- 2023/06/22 掲載
アングル:米市場で株式追加売り出し増加、IPO市場復活に期待広がる
LSEGディールズ・インテリジェンスによると、4月末からこれまでに米国で実施された株式の追加売り出し規模は280億ドル超と、前年同期の73億ドルを大幅に上回った。
追加売り出しもIPOも投資家の需要の強さを当てにするという面では変わらないので、IPO市場にとって幸先が良い、と複数のバンカーは話す。
バンク・オブ・アメリカの株式資本市場米州シンジケート責任者ダニエル・バートン・モーガン氏は「歴史的に見ると、このような追加売り出しの規模はIPO市場の活性化につながるはずだ」と述べた。
IPO市場は昨年初め以降ずっと地合いが弱い。ロシアのウクライナ侵攻や、物価高で投資家が米連邦準備理事会(FRB)の急激な利上げを警戒し、市場のボラティリティーが高まったことが原因だ。ディールロジックのデータからは、特別買収目的会社(SPAC)を除く昨年のIPOによる世界全体の資金調達額は1540億ドルと、前年比65%も減少したことが分かる。
ただFRBの利上げは年内に打ち止めになると予想され、ボラティリティーは落ち着いてきた。投資家の不安心理の度合いを示すボラティリティー・インデックス(VIX)は4─6月のほとんどの期間、これを超えればIPO実施には逆風が強すぎるとみなされる20を下回って推移。現在は2020年2月以来の低水準にある。
ゴールドマン・サックス・グループが、IPOにとってマクロ経済環境がどの程度プラスになっているかの目安として算出している「IPO発行バロメーター」も、昨年3月以降で最も高い水準だ。同社アナリストチームは顧客向けノートに「株価の安定が主にバロメーターの改善をけん引している」と記した。
こうした中で今月5日からの週には、米国で19件の株式追加売り出しが行われ、調達総額は66億ドルと週間ベースとしては21年末以降で最大級の規模に達した。例えばインテルは、イスラエルの自動運転技術開発会社モービルアイ・グローバルの株式の一部(160億ドル相当)を売却。ゼネラル・エレクトリック(GE)は、保有する20億ドル相当のGEヘルスケア・テクノロジーズ株を売り出した。

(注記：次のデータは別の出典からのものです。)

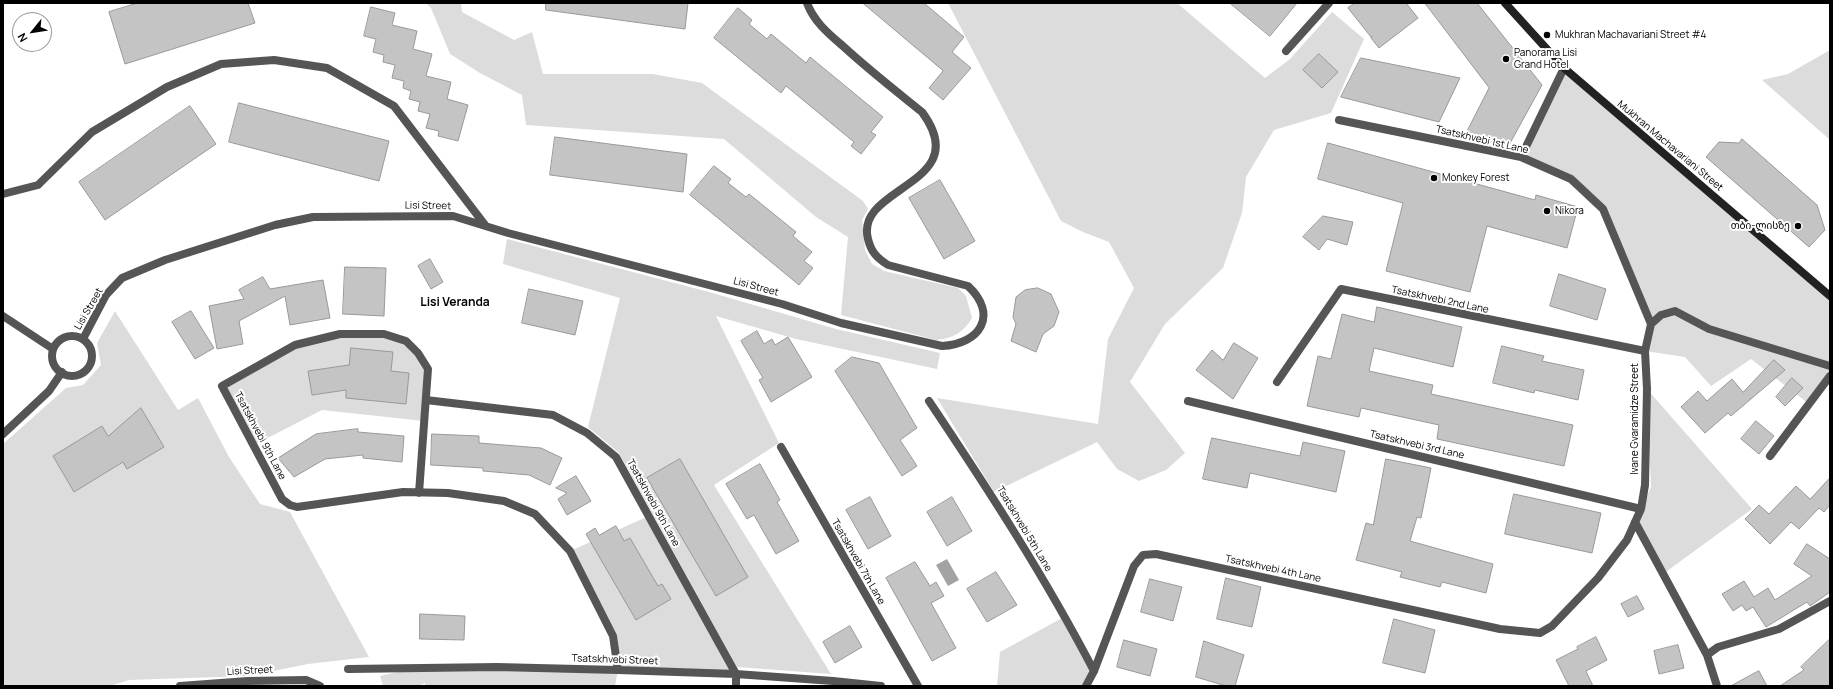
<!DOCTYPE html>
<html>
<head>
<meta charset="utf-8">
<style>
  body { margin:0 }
  #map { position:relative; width:1833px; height:689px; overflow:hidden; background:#fff; font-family:Manrope,sans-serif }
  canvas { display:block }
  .frame { position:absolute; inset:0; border:4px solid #000; pointer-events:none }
  .north { position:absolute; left:12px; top:12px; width:40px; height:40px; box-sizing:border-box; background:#fff; border:1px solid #999; border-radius:50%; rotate:240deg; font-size:11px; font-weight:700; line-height:16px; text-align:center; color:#000 }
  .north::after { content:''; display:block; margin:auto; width:14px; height:18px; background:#000; clip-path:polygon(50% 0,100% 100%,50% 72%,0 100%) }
</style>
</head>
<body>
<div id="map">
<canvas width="1833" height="689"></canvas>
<div class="frame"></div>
<div class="north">N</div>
</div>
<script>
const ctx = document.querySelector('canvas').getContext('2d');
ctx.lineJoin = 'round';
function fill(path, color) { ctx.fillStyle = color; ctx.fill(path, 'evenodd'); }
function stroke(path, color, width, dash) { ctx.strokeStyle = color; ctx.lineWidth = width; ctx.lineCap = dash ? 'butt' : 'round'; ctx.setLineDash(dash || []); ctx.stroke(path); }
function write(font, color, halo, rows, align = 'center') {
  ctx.font = font + ' Manrope,"Noto Sans Georgian",sans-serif'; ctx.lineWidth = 4; ctx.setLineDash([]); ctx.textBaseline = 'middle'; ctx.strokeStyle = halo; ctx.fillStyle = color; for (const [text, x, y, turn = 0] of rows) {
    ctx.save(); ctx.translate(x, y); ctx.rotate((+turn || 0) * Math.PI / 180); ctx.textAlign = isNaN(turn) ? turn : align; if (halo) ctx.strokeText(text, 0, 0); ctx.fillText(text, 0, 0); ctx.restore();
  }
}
const green = new Path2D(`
  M 426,3 L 461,3 L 462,12 L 514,40 L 532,32 L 543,74 L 653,74 L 702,83 L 863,201 L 868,209 L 862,220 L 865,250 L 872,264 L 884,271 L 958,288 L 966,296 L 972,318 C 964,332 952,339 936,340 L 841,315 L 848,237 L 816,217 L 724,139 L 526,125 L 522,95 L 480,73 L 450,54 L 431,8 Z
  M 948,3 L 1177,3 L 1265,78 L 1290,59 L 1332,12 L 1364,39 L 1331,113 L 1274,130 L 1246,177 L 1242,213 L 1223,268 L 1165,324 L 1130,382 L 1185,453 L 1166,470 L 1139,481 L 1117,469 L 1097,442 L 994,492 L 937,398 L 1098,424 L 1108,339 L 1134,288 L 1109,242 L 1083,232 L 1061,221 Z
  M 1830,50 L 1830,140 L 1762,80 L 1788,74 Z
  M 1564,68 L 1830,296 L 1830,376 L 1809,404 L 1751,359 L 1711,386 L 1685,357 L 1645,351 L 1651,324 L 1603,209 L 1571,179 L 1521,157 Z
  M 507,239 L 709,292 L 836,329 L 940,353 L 937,369 L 796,339 L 716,316 L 779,443 L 714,485 L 831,674 L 737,667 L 619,453 L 588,427 L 620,298 L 503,264 Z
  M 115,311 L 178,410 L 198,398 L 229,457 L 260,504 L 290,512 L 369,657 L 308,664 L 248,676 L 129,680 L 110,686 L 3,686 L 3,444 L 66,388 L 83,385 L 101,365 L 97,343 Z
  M 340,334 L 384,334 L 406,341 L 428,369 L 424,421 L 322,410 L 254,445 L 222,386 L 295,345 Z
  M 1647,389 L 1752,509 L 1663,574 L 1635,522 L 1651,487 Z
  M 649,516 L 736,674 L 618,670 L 615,686 L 425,686 L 425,683 L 419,686 L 383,686 L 380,676 L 410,669 L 618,670 L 613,636 L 570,551 Z
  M 1062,618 L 1094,671 L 1086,686 L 997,686 L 1000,652 Z`);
const water = new Path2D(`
  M 947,559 L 959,580 L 948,586 L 936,565 Z`);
const building = new Path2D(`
  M 138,3 L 248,3 L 255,23 L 125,64 L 109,12 Z
  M 546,3 L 688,3 L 685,29 L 546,10 Z
  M 863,3 L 924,3 L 964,37 L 952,52 L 971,68 L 943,100 L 929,88 L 943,71 Z
  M 1230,3 L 1297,3 L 1270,36 Z
  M 1355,3 L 1406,3 L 1418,18 L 1379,48 L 1371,38 L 1372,36 L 1371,37 L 1348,8 Z
  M 1425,3 L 1477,3 L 1542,85 L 1509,145 L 1464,137 L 1489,88 Z
  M 371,7 L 395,13 L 392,25 L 417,31 L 413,49 L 432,54 L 426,76 L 451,82 L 447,99 L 468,105 L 458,141 L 438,136 L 439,131 L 426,128 L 430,114 L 418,111 L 420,102 L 409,99 L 411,91 L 403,88 L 404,81 L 392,78 L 395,65 L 383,62 L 384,55 L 373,52 L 376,39 L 364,36 Z
  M 738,8 L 752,20 L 749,24 L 767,39 L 771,34 L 806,63 L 810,57 L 883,117 L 871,132 L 876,135 L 861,154 L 851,146 L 854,142 L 786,86 L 781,93 L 714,38 Z
  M 1319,54 L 1338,72 L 1322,88 L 1303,70 Z
  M 1361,58 L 1460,78 L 1439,122 L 1341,97 Z
  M 239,103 L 389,141 L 379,181 L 229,142 Z
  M 190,106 L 216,144 L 105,220 L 79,182 Z
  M 555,137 L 687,154 L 683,192 L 550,175 Z
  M 1742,139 L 1817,205 L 1825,230 L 1809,247 L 1706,157 L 1719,142 L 1739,143 Z
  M 1328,143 L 1535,200 L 1536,195 L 1578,207 L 1567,248 L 1487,226 L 1470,292 L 1386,271 L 1403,203 L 1318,179 Z
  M 714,166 L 731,179 L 728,183 L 746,197 L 749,194 L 796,232 L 793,236 L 812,252 L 804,261 L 813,268 L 799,285 L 690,195 Z
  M 940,180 L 975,241 L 944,259 L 909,198 Z
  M 1323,216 L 1353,222 L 1347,245 L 1327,239 L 1319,250 L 1303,237 Z
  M 430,259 L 443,282 L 431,289 L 418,266 Z
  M 345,267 L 386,268 L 384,316 L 343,314 Z
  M 1559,274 L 1606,289 L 1597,320 L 1550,306 Z
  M 263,277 L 270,289 L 323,280 L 330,318 L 290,325 L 285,296 L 239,321 L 243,344 L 217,349 L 209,306 L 244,299 L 239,290 Z
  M 1038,288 L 1051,294 L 1059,312 L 1054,326 L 1043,334 L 1036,352 L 1011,341 L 1016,324 L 1013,317 L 1016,297 L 1025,290 Z
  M 529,289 L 583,301 L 575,335 L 522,323 Z
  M 1377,307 L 1462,327 L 1453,367 L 1374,348 L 1369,371 L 1433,385 L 1431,394 L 1573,425 L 1564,466 L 1437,439 L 1439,425 L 1361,408 L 1359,417 L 1307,406 L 1318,356 L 1331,359 L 1342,314 L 1374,322 Z
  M 191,311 L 214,348 L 195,359 L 172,322 Z
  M 757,331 L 764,344 L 772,339 L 775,345 L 788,337 L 812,377 L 771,402 L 759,380 L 763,378 L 741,341 Z
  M 1234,343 L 1258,358 L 1233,399 L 1196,370 L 1212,350 L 1223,360 Z
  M 1502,346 L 1544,356 L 1542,361 L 1584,370 L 1578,400 L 1535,390 L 1534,393 L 1493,383 Z
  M 351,348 L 393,352 L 391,371 L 409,373 L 406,404 L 346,398 L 346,390 L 312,395 L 308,371 L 349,365 Z
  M 852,357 L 879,363 L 917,428 L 900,440 L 917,466 L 902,476 L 835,371 Z
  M 1774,360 L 1785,370 L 1731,416 L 1728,413 L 1705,433 L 1681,407 L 1698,391 L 1707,401 L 1732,379 L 1743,392 Z
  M 1792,378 L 1803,388 L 1785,406 L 1776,397 Z
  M 141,408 L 164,447 L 127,469 L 123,462 L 74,492 L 53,456 L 102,426 L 108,436 Z
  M 1756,421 L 1774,436 L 1759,454 L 1741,439 Z
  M 358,429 L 358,432 L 404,436 L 402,462 L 363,458 L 363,455 L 325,459 L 294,477 L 278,458 L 316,434 Z
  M 432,434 L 479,436 L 479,443 L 541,448 L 562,458 L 550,485 L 529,475 L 483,471 L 483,468 L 431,465 Z
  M 1212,438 L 1300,456 L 1303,442 L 1345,451 L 1336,492 L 1250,473 L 1247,488 L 1203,479 Z
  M 680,459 L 748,577 L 716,596 L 647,478 Z
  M 1386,459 L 1431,468 L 1421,518 L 1417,517 L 1410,541 L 1493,564 L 1486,593 L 1442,582 L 1440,587 L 1400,577 L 1402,572 L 1356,560 L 1366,523 L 1373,525 Z
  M 760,464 L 780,500 L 777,502 L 799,541 L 776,554 L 754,515 L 747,519 L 726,484 Z
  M 576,476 L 591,501 L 567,515 L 558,499 L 567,493 L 556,488 Z
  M 1830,478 L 1830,505 L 1824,512 L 1819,508 L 1799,529 L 1791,522 L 1770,544 L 1745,519 L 1759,505 L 1769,514 L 1796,486 L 1810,499 Z
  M 1514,494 L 1601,513 L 1592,553 L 1505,534 Z
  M 870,497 L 891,536 L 868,549 L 846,510 Z
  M 952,497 L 972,531 L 947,546 L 927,512 Z
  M 616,526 L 624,541 L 630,538 L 658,586 L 662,584 L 671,599 L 636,620 L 586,534 L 595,528 L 599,535 Z
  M 1807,544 L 1830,559 L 1830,592 L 1810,606 L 1807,602 L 1766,627 L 1753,607 L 1746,611 L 1742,605 L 1733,611 L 1722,594 L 1744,581 L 1754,597 L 1768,588 L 1775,600 L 1812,576 L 1794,564 Z
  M 915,562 L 930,586 L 936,582 L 944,596 L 931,603 L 956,648 L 932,661 L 886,578 Z
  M 996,572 L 1017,605 L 987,622 L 967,589 Z
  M 1226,578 L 1261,587 L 1252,627 L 1217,619 Z
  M 1150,579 L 1182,587 L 1173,621 L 1141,612 Z
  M 1637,596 L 1644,609 L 1628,617 L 1621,604 Z
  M 420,614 L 465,616 L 464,640 L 420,639 Z
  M 1394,619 L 1435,630 L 1425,673 L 1383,663 Z
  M 850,626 L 862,647 L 835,663 L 823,642 Z
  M 1596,637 L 1607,660 L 1586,671 L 1593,686 L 1569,686 L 1556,660 L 1578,649 L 1577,647 Z
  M 1830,639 L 1830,686 L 1780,686 L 1804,670 L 1801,667 Z
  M 1124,640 L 1157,649 L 1150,676 L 1117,667 Z
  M 1204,641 L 1244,655 L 1235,686 L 1226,686 L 1196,677 Z
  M 1678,645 L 1684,668 L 1659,674 L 1654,651 Z
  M 1759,671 L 1767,686 L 1731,686 Z`);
const street = new Path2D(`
  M 1286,51 L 1329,3
  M 1339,120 L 1521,157 L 1571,179 L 1603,209 L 1651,324
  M 1521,157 L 1564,68
  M 3,194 L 38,185 L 92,132 L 167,87 L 221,64 L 274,60 L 327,68 L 394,106 L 485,225
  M 3,316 L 53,349
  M52 356a20 20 0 1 1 40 0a20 20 0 1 1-40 0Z
  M 83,339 L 106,295 L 122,278 L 165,260 L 275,225 L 313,217 L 453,216 L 508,233 L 782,304 L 841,323 L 942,346 C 980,344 999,315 968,286 L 888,265 C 877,258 871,252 868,239 C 854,186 976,185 922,112 C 896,91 869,70 844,47 C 829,34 814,22 807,3
  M 1277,382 L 1341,289 L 1645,351
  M 426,400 L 553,415 L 587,433 L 616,457 L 736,674 L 736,686
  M 929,401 C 988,489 1045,577 1094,671
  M 1188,401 L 1641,509
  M 3,434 L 49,391 L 62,372
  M 781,447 L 918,686
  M 1770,456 L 1830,376
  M 419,493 L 428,369 L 418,353 L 406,341 L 384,334 L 340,334 L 295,345 L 222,386 L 282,499 L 290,505 L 297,507 L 403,492 L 448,493 L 504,501 L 535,514 L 570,551 L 613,636 L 618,670
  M 1635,522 L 1707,655 L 1717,686
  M 1707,655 L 1718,647 L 1779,629 L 1830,601
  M 348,669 L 497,667 L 618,670 L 736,674 L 833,681 L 881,686
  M 180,686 L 248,681 L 306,680 L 320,686
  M 1086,686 L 1094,671 L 1134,566 L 1143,555 L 1156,554 L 1500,629 L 1540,633 L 1552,626 L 1598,578 L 1627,540 L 1641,509 L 1645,485 L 1647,389 L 1645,351 L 1651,324 L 1661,315 L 1675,311 L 1709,329 L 1830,366`);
const secondary = new Path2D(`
  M 1505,3 L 1564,68 L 1830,296`);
const markers = [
  [1547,35,4,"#000"],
  [1506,59,4,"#000"],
  [1434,178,4,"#000"],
  [1547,211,4,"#000"],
  [1798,226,4,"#000"]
];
const poiNames = [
  ["Mukhran Machavariani Street #4",1555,35],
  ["Panorama Lisi",1514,53],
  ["Grand Hotel",1514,65],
  ["Monkey Forest",1442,178],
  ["Nikora",1555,211],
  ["თბი-ლისზე",1790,226,"right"]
];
const streetNames = [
  ["Tsatskhvebi 1st Lane",1482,140,13],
  ["Mukhran Machavariani Street",1670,146,40],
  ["Lisi Street",428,206,1],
  ["Lisi Street",756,287,15],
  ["Tsatskhvebi 2nd Lane",1440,300,12],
  ["Lisi Street",89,309,-60],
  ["Ivane Gvaramidze Street",1635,419,-90],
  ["Tsatskhvebi 9th Lane",260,436,62],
  ["Tsatskhvebi 3rd Lane",1417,445,13],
  ["Tsatskhvebi 9th Lane",653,503,61],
  ["Tsatskhvebi 5th Lane",1024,529,59],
  ["Tsatskhvebi 7th Lane",858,562,60],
  ["Tsatskhvebi 4th Lane",1273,569,12],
  ["Tsatskhvebi Street",615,660,2],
  ["Lisi Street",250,671,-3]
];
const quarterNames = [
  ["Lisi Veranda",455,303]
];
fill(green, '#dcdcdc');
fill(water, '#a3a3a3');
fill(building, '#c4c4c4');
stroke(building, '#999', 1);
stroke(street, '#555', 8);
stroke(secondary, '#222', 8);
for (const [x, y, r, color] of markers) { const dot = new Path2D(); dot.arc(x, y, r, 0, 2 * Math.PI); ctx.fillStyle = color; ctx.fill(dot); stroke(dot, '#fff', 1.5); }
write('10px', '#000', '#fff', poiNames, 'left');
write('10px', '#000', '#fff', streetNames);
write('bold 12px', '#000', '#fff', quarterNames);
</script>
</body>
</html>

そして伝統的に市場の夏枯れ時期が終わる9月をにらみ、ソフトバンクグループ傘下の英半導体設計大手アーム・ホールディングスなど幾つかの有力企業がIPOの準備を進めている。もちろん正確な実施時期が市場環境に左右されるのは言うまでもない。
先週には地中海料理レストランチェーンを運営するカバ・グループがIPOに踏み切り、株価は一時公開価格の2倍に跳ね上がった。公開価格自体も、何度か上方修正された仮条件レンジの上限より高く決まった。
資本市場で助言サービスを手がけるブルーシャート・グループの創業者兼マネジングディレクター、アレックス・ウェリンズ氏は「(カバのIPOは)消費関連や他のセクターで市場の瀬踏みを考えているさまざまな企業にとって非常に意味のあるシグナルになる可能性がある」と指摘。法律事務所キング・アンド・スパルディングの資本市場担当弁護士キース・タウンゼント氏は「私から見ればあらゆる点で(カバのIPOは)大成功だった。これが他社に相当な自信を与えると思う」と話した。